Work instructions: Each record below should be reproduced as it is written, with pictures left out entirely.

[Saved entries]
* * *

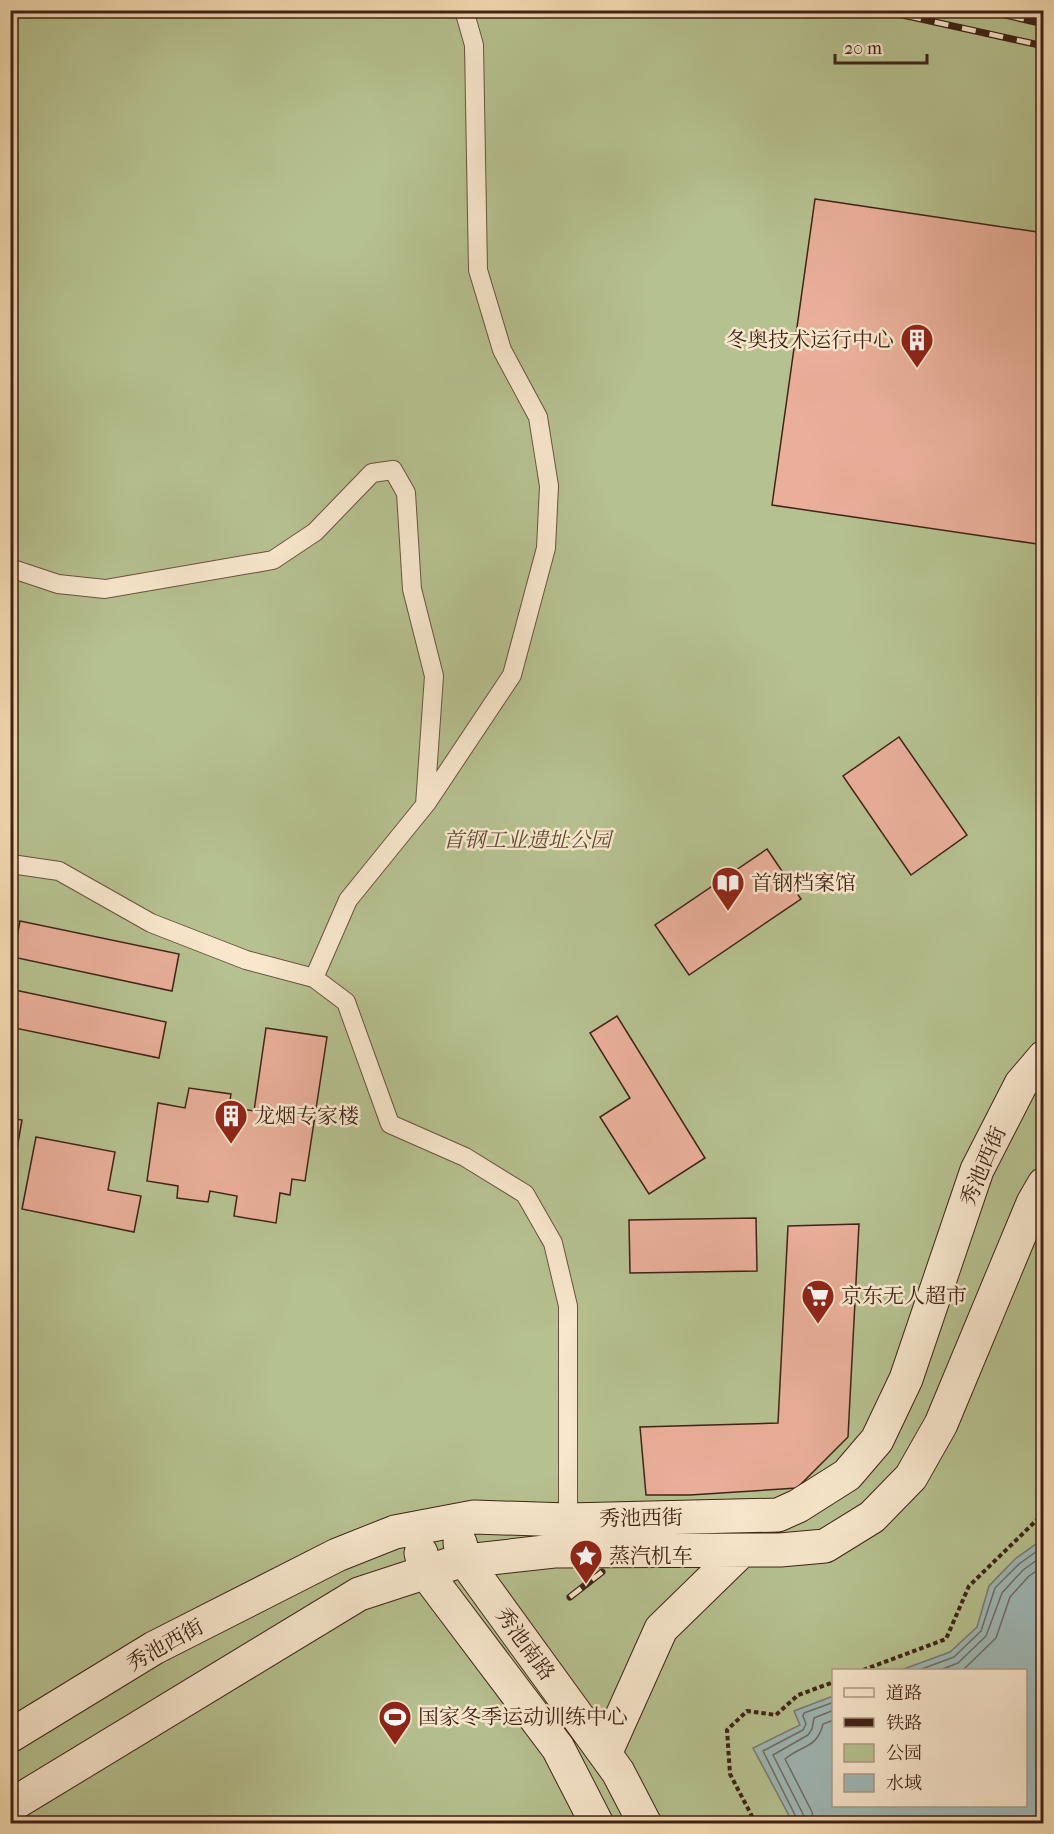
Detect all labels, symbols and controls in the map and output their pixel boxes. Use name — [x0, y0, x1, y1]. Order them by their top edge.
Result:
scale bar — [835, 27, 926, 65]
text: 20 m — [844, 38, 882, 59]
building icon: 冬奥技术运行中心 — [899, 322, 935, 369]
place label: 冬奥技术运行中心 — [726, 328, 894, 352]
park label: 首钢工业遗址公园 — [443, 828, 614, 852]
library icon: 首钢档案馆 — [710, 865, 746, 912]
place label: 首钢档案馆 — [751, 871, 856, 895]
building icon: 龙烟专家楼 — [213, 1098, 249, 1145]
place label: 龙烟专家楼 — [254, 1104, 359, 1128]
street label: 秀池西街 — [956, 1123, 1010, 1209]
supermarket icon: 京东无人超市 — [800, 1278, 836, 1325]
place label: 京东无人超市 — [841, 1284, 967, 1308]
street label: 秀池西街 — [599, 1505, 683, 1531]
place icon: 蒸汽机车 — [568, 1538, 604, 1585]
place label: 蒸汽机车 — [609, 1544, 693, 1568]
street label: 秀池南路 — [491, 1603, 559, 1685]
street label: 秀池西街 — [122, 1614, 208, 1676]
legend — [832, 1669, 1027, 1807]
text: 道路 — [886, 1683, 922, 1704]
sports icon: 国家冬季运动训练中心 — [377, 1699, 413, 1746]
place label: 国家冬季运动训练中心 — [418, 1705, 628, 1729]
text: 铁路 — [886, 1713, 922, 1734]
text: 公园 — [886, 1743, 922, 1764]
text: 水域 — [886, 1773, 922, 1794]

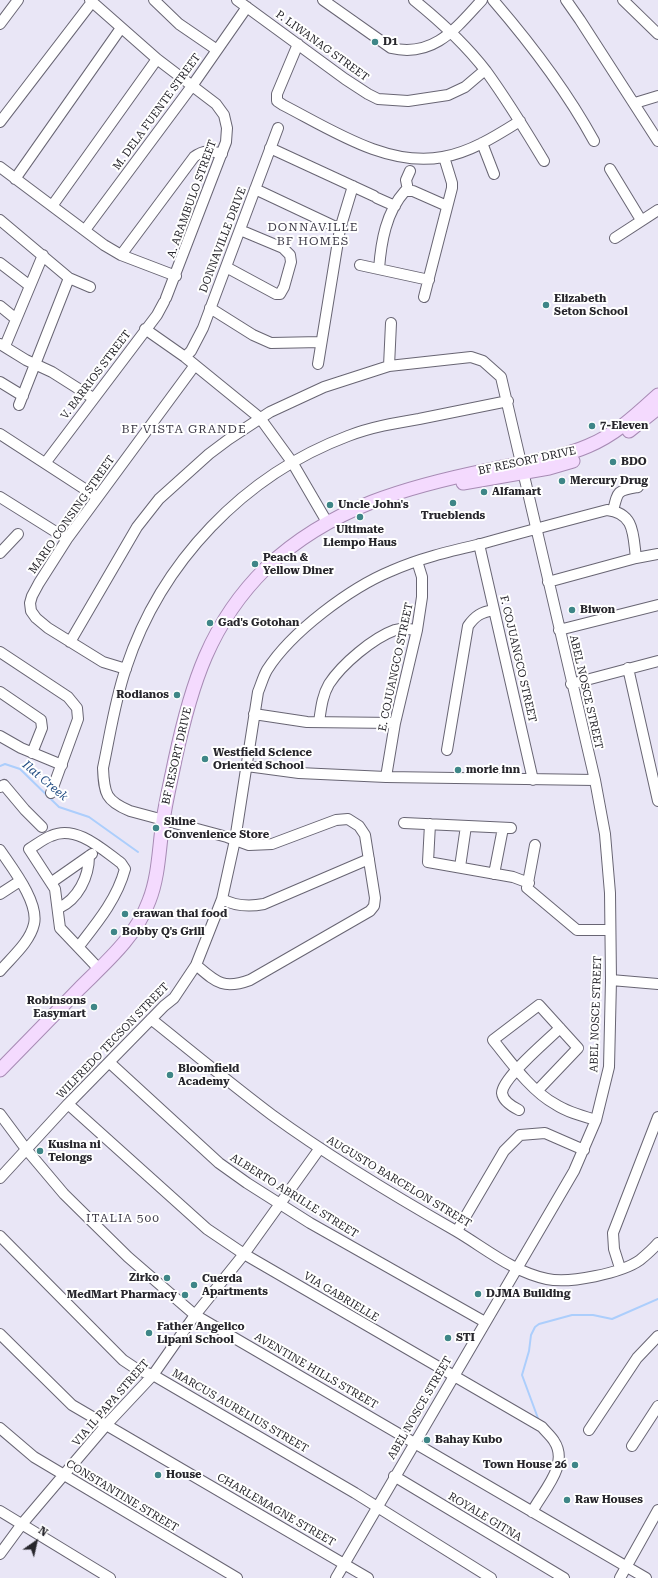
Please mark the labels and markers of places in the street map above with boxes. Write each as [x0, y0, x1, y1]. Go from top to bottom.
place label: D1 [383, 35, 398, 49]
marker: D1 [370, 37, 380, 47]
place label: Elizabeth Seton School [554, 292, 628, 318]
marker: Elizabeth Seton School [541, 300, 551, 310]
place label: 7-Eleven [600, 419, 648, 433]
marker: 7-Eleven [587, 421, 597, 431]
place label: BDO [621, 455, 647, 469]
marker: BDO [608, 457, 618, 467]
place label: Mercury Drug [570, 474, 648, 488]
marker: Mercury Drug [557, 476, 567, 486]
place label: Alfamart [492, 485, 541, 499]
marker: Alfamart [479, 487, 489, 497]
place label: Uncle John's [338, 498, 409, 512]
marker: Trueblends [448, 498, 458, 508]
marker: Uncle John's [325, 500, 335, 510]
place label: Trueblends [421, 509, 485, 523]
marker: Ultimate Liempo Haus [355, 512, 365, 522]
place label: Ultimate Liempo Haus [323, 523, 397, 549]
place label: Peach & Yellow Diner [263, 551, 334, 577]
marker: Peach & Yellow Diner [250, 559, 260, 569]
place label: Biwon [580, 603, 615, 617]
marker: Biwon [567, 605, 577, 615]
place label: Gad's Gotohan [218, 616, 299, 630]
marker: Gad's Gotohan [205, 618, 215, 628]
place label: Rodianos [116, 688, 169, 702]
marker: Rodianos [172, 690, 182, 700]
place label: Westfield Science Oriented School [213, 746, 312, 772]
marker: Westfield Science Oriented School [200, 754, 210, 764]
place label: morie inn [466, 763, 520, 777]
marker: morie inn [453, 765, 463, 775]
place label: Shine Convenience Store [164, 815, 269, 841]
marker: Shine Convenience Store [151, 823, 161, 833]
place label: erawan thai food [133, 907, 227, 921]
marker: erawan thai food [120, 909, 130, 919]
place label: Bobby Q's Grill [122, 925, 205, 939]
marker: Bobby Q's Grill [109, 927, 119, 937]
place label: Robinsons Easymart [27, 994, 86, 1020]
marker: Robinsons Easymart [89, 1002, 99, 1012]
place label: Bloomfield Academy [178, 1062, 239, 1088]
marker: Bloomfield Academy [165, 1070, 175, 1080]
place label: Kusina ni Telongs [48, 1138, 101, 1164]
marker: Kusina ni Telongs [35, 1146, 45, 1156]
place label: Zirko [129, 1271, 159, 1285]
place label: Cuerda Apartments [202, 1272, 268, 1298]
marker: Zirko [162, 1273, 172, 1283]
marker: Cuerda Apartments [189, 1280, 199, 1290]
place label: DJMA Building [486, 1287, 570, 1301]
place label: MedMart Pharmacy [67, 1288, 177, 1302]
marker: DJMA Building [473, 1289, 483, 1299]
marker: MedMart Pharmacy [180, 1290, 190, 1300]
place label: Father Angelico Lipani School [157, 1320, 245, 1346]
marker: Father Angelico Lipani School [144, 1328, 154, 1338]
place label: STI [456, 1331, 475, 1345]
marker: STI [443, 1333, 453, 1343]
place label: Bahay Kubo [435, 1433, 502, 1447]
marker: Bahay Kubo [422, 1435, 432, 1445]
place label: Town House 26 [483, 1458, 567, 1472]
marker: Town House 26 [570, 1460, 580, 1470]
place label: House [166, 1468, 201, 1482]
marker: House [153, 1470, 163, 1480]
place label: Raw Houses [575, 1493, 643, 1507]
marker: Raw Houses [562, 1495, 572, 1505]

* * *

Written reply:
Detect all labels, symbols and controls in the map and output their pixel boxes. Use name — [x0, y0, x1, y1]. Order them by their top edge.
Result:
scale bar — [835, 27, 926, 65]
text: 20 m — [844, 38, 882, 59]
building icon: 冬奥技术运行中心 — [899, 322, 935, 369]
place label: 冬奥技术运行中心 — [726, 328, 894, 352]
park label: 首钢工业遗址公园 — [443, 828, 614, 852]
library icon: 首钢档案馆 — [710, 865, 746, 912]
place label: 首钢档案馆 — [751, 871, 856, 895]
building icon: 龙烟专家楼 — [213, 1098, 249, 1145]
place label: 龙烟专家楼 — [254, 1104, 359, 1128]
street label: 秀池西街 — [956, 1123, 1010, 1209]
supermarket icon: 京东无人超市 — [800, 1278, 836, 1325]
place label: 京东无人超市 — [841, 1284, 967, 1308]
street label: 秀池西街 — [599, 1505, 683, 1531]
place icon: 蒸汽机车 — [568, 1538, 604, 1585]
place label: 蒸汽机车 — [609, 1544, 693, 1568]
street label: 秀池南路 — [491, 1603, 559, 1685]
street label: 秀池西街 — [122, 1614, 208, 1676]
legend — [832, 1669, 1027, 1807]
text: 道路 — [886, 1683, 922, 1704]
sports icon: 国家冬季运动训练中心 — [377, 1699, 413, 1746]
place label: 国家冬季运动训练中心 — [418, 1705, 628, 1729]
text: 铁路 — [886, 1713, 922, 1734]
text: 公园 — [886, 1743, 922, 1764]
text: 水域 — [886, 1773, 922, 1794]

Please mark the labels and markers of places in the street map above with boxes. Write each as [x0, y0, x1, y1]. Go from top to bottom.
place label: D1 [383, 35, 398, 49]
marker: D1 [370, 37, 380, 47]
place label: Elizabeth Seton School [554, 292, 628, 318]
marker: Elizabeth Seton School [541, 300, 551, 310]
place label: 7-Eleven [600, 419, 648, 433]
marker: 7-Eleven [587, 421, 597, 431]
place label: BDO [621, 455, 647, 469]
marker: BDO [608, 457, 618, 467]
place label: Mercury Drug [570, 474, 648, 488]
marker: Mercury Drug [557, 476, 567, 486]
place label: Alfamart [492, 485, 541, 499]
marker: Alfamart [479, 487, 489, 497]
place label: Uncle John's [338, 498, 409, 512]
marker: Trueblends [448, 498, 458, 508]
marker: Uncle John's [325, 500, 335, 510]
place label: Trueblends [421, 509, 485, 523]
marker: Ultimate Liempo Haus [355, 512, 365, 522]
place label: Ultimate Liempo Haus [323, 523, 397, 549]
place label: Peach & Yellow Diner [263, 551, 334, 577]
marker: Peach & Yellow Diner [250, 559, 260, 569]
place label: Biwon [580, 603, 615, 617]
marker: Biwon [567, 605, 577, 615]
place label: Gad's Gotohan [218, 616, 299, 630]
marker: Gad's Gotohan [205, 618, 215, 628]
place label: Rodianos [116, 688, 169, 702]
marker: Rodianos [172, 690, 182, 700]
place label: Westfield Science Oriented School [213, 746, 312, 772]
marker: Westfield Science Oriented School [200, 754, 210, 764]
place label: morie inn [466, 763, 520, 777]
marker: morie inn [453, 765, 463, 775]
place label: Shine Convenience Store [164, 815, 269, 841]
marker: Shine Convenience Store [151, 823, 161, 833]
place label: erawan thai food [133, 907, 227, 921]
marker: erawan thai food [120, 909, 130, 919]
place label: Bobby Q's Grill [122, 925, 205, 939]
marker: Bobby Q's Grill [109, 927, 119, 937]
place label: Robinsons Easymart [27, 994, 86, 1020]
marker: Robinsons Easymart [89, 1002, 99, 1012]
place label: Bloomfield Academy [178, 1062, 239, 1088]
marker: Bloomfield Academy [165, 1070, 175, 1080]
place label: Kusina ni Telongs [48, 1138, 101, 1164]
marker: Kusina ni Telongs [35, 1146, 45, 1156]
place label: Zirko [129, 1271, 159, 1285]
place label: Cuerda Apartments [202, 1272, 268, 1298]
marker: Zirko [162, 1273, 172, 1283]
marker: Cuerda Apartments [189, 1280, 199, 1290]
place label: DJMA Building [486, 1287, 570, 1301]
place label: MedMart Pharmacy [67, 1288, 177, 1302]
marker: DJMA Building [473, 1289, 483, 1299]
marker: MedMart Pharmacy [180, 1290, 190, 1300]
place label: Father Angelico Lipani School [157, 1320, 245, 1346]
marker: Father Angelico Lipani School [144, 1328, 154, 1338]
place label: STI [456, 1331, 475, 1345]
marker: STI [443, 1333, 453, 1343]
place label: Bahay Kubo [435, 1433, 502, 1447]
marker: Bahay Kubo [422, 1435, 432, 1445]
place label: Town House 26 [483, 1458, 567, 1472]
marker: Town House 26 [570, 1460, 580, 1470]
place label: House [166, 1468, 201, 1482]
marker: House [153, 1470, 163, 1480]
place label: Raw Houses [575, 1493, 643, 1507]
marker: Raw Houses [562, 1495, 572, 1505]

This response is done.